* _Assignment_
Please report every line from the material that contains the word "linejoin".

* _Material for this task_
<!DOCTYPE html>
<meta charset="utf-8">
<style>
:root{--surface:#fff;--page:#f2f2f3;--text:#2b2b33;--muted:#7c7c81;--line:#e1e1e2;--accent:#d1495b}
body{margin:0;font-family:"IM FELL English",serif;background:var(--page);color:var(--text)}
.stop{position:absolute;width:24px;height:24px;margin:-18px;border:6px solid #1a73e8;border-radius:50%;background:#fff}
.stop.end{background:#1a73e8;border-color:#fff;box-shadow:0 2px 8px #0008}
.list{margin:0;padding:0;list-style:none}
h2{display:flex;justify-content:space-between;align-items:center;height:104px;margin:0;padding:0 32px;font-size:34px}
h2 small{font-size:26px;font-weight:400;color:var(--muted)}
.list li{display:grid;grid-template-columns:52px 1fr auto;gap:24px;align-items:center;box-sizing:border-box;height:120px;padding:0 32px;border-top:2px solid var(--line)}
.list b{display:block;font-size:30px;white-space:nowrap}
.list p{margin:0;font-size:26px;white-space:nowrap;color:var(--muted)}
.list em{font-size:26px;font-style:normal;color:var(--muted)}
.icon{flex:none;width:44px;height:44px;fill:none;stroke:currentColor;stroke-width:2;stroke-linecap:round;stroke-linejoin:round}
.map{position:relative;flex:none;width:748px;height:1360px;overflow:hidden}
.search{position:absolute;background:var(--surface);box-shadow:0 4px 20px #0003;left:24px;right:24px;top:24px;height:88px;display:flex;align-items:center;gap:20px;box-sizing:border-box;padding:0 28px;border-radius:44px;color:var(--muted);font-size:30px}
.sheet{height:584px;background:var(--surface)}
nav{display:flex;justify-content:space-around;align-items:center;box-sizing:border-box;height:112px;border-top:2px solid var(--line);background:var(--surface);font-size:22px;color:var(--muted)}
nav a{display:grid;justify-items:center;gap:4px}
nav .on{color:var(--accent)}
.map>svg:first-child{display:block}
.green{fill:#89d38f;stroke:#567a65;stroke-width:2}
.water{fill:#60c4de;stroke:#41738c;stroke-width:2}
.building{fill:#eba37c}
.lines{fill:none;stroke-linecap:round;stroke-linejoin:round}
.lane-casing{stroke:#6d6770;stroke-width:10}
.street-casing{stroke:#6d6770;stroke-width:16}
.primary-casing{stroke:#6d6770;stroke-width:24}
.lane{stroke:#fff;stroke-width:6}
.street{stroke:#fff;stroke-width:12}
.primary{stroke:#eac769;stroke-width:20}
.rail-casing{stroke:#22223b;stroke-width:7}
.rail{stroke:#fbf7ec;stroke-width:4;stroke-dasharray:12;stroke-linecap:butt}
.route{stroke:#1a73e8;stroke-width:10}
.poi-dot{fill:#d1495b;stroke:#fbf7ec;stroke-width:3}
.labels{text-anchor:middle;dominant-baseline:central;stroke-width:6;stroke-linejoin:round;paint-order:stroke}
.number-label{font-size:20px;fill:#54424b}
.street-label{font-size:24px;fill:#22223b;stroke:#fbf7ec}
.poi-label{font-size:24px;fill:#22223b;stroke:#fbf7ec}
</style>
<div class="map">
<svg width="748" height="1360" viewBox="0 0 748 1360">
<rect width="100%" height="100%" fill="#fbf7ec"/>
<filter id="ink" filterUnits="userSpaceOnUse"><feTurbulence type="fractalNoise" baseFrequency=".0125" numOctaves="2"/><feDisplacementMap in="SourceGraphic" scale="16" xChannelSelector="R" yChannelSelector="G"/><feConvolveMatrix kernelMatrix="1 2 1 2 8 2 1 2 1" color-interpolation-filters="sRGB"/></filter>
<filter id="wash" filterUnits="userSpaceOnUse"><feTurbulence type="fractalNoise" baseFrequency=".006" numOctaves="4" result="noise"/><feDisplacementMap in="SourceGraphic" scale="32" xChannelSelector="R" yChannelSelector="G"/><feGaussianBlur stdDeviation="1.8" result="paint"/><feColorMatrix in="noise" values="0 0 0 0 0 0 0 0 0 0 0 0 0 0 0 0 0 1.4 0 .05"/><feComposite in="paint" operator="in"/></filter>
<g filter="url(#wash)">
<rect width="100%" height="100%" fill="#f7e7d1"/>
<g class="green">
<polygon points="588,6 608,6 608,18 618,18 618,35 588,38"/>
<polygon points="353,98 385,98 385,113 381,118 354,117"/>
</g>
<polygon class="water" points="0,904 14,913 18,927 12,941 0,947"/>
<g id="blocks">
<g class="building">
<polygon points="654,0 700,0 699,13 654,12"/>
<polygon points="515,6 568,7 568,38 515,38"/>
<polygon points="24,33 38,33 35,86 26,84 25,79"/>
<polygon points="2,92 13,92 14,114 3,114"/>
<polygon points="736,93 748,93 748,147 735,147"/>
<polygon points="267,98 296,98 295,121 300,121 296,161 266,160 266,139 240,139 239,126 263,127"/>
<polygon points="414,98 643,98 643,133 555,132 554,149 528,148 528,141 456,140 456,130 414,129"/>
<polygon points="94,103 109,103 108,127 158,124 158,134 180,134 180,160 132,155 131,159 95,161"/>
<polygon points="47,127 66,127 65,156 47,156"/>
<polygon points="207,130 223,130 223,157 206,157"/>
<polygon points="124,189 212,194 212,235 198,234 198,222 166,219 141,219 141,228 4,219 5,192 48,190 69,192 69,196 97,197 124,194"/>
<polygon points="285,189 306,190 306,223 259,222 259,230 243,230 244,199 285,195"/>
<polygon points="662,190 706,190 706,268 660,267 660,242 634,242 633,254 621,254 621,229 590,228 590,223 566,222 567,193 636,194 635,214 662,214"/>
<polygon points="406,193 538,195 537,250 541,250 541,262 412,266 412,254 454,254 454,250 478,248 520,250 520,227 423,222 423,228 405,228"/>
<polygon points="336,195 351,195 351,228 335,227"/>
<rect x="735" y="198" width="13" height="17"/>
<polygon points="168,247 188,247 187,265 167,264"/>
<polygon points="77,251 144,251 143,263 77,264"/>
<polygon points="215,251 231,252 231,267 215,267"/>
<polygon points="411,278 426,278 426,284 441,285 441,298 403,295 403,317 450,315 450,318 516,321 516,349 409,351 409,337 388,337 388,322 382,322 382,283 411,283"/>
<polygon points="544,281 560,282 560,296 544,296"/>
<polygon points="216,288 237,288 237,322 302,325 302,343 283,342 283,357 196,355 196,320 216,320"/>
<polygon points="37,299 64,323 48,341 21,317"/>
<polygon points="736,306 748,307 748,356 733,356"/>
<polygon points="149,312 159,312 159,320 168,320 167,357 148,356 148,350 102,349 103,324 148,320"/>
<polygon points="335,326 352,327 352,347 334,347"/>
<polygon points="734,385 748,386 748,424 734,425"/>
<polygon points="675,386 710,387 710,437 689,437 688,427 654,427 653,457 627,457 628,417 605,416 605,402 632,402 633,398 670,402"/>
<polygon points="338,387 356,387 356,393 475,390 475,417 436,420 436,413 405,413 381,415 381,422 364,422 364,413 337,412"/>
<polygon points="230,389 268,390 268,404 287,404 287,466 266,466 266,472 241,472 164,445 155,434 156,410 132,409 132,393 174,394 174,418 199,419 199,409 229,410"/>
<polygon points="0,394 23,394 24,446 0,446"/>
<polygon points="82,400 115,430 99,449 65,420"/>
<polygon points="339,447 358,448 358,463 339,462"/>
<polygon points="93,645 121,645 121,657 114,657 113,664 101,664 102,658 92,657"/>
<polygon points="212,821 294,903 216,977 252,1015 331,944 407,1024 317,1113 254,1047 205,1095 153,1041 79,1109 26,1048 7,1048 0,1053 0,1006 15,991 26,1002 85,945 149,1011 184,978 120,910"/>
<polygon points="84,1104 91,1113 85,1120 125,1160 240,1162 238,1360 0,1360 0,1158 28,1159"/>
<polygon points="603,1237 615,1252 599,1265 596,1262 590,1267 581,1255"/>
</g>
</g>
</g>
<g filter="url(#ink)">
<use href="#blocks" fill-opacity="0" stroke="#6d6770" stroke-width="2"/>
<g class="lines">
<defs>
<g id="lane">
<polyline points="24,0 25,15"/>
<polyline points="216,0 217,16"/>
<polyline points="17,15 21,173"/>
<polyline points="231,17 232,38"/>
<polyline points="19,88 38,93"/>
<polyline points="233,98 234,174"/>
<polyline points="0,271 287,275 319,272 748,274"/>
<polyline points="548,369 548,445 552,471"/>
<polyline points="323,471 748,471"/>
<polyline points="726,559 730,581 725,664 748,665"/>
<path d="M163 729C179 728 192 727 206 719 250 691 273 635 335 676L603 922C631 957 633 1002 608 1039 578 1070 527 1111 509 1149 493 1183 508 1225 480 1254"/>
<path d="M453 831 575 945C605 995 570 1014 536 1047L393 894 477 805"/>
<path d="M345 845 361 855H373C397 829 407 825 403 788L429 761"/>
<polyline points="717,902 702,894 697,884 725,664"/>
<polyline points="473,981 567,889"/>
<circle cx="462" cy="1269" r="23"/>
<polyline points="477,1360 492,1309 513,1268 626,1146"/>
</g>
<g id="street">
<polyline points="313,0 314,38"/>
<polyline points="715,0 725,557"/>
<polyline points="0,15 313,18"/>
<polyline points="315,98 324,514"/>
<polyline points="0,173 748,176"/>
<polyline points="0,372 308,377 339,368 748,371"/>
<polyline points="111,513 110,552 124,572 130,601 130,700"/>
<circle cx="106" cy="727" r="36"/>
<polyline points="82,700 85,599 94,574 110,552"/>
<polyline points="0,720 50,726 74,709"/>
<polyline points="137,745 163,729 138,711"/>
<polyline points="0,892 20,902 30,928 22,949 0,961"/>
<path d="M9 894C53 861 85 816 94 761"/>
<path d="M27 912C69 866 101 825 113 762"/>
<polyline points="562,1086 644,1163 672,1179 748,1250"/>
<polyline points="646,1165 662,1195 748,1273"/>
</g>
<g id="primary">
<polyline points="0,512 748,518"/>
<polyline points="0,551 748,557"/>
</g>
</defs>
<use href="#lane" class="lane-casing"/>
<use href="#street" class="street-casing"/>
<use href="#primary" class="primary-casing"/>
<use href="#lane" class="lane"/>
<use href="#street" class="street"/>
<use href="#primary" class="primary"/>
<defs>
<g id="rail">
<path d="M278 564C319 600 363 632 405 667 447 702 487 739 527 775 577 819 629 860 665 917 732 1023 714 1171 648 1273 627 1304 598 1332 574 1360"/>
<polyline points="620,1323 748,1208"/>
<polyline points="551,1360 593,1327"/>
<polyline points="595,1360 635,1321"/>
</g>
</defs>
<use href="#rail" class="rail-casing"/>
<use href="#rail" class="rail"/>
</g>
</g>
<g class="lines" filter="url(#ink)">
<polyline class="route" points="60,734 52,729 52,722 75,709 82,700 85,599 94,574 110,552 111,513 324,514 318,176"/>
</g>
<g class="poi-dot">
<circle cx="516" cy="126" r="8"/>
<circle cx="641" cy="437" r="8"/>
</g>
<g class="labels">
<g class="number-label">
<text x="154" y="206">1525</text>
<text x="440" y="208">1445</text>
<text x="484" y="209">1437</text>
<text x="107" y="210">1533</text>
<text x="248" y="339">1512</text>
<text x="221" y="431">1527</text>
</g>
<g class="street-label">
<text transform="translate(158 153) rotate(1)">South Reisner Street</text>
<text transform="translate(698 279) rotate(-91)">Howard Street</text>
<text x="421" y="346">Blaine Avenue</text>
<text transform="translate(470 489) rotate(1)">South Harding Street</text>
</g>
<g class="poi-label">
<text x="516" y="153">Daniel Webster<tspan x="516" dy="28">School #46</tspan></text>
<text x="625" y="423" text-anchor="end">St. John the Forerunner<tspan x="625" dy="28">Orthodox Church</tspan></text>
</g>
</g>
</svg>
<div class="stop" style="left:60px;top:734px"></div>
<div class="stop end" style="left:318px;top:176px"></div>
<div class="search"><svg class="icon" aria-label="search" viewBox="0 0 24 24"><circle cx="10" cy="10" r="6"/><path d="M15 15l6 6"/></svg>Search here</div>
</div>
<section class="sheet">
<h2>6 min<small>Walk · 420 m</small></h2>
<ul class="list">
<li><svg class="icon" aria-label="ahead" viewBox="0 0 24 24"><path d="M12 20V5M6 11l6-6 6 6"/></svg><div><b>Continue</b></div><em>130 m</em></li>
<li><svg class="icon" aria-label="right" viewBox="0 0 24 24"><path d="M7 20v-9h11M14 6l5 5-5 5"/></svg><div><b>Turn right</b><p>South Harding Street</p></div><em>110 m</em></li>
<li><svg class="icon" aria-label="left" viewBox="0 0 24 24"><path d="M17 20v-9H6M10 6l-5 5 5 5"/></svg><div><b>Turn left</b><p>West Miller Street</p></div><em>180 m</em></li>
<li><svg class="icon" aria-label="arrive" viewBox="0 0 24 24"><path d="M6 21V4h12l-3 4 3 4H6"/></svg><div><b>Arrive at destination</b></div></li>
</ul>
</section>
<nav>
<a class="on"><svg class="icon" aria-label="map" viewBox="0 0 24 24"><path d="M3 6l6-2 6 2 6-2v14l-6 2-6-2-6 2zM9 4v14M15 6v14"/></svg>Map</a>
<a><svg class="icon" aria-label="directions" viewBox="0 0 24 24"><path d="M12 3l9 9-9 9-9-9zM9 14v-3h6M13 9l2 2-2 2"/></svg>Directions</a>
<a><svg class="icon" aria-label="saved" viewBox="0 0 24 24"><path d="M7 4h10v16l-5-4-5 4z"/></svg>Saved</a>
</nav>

* _Written answer_
.icon{flex:none;width:44px;height:44px;fill:none;stroke:currentColor;stroke-width:2;stroke-linecap:round;stroke-linejoin:round}
.lines{fill:none;stroke-linecap:round;stroke-linejoin:round}
.labels{text-anchor:middle;dominant-baseline:central;stroke-width:6;stroke-linejoin:round;paint-order:stroke}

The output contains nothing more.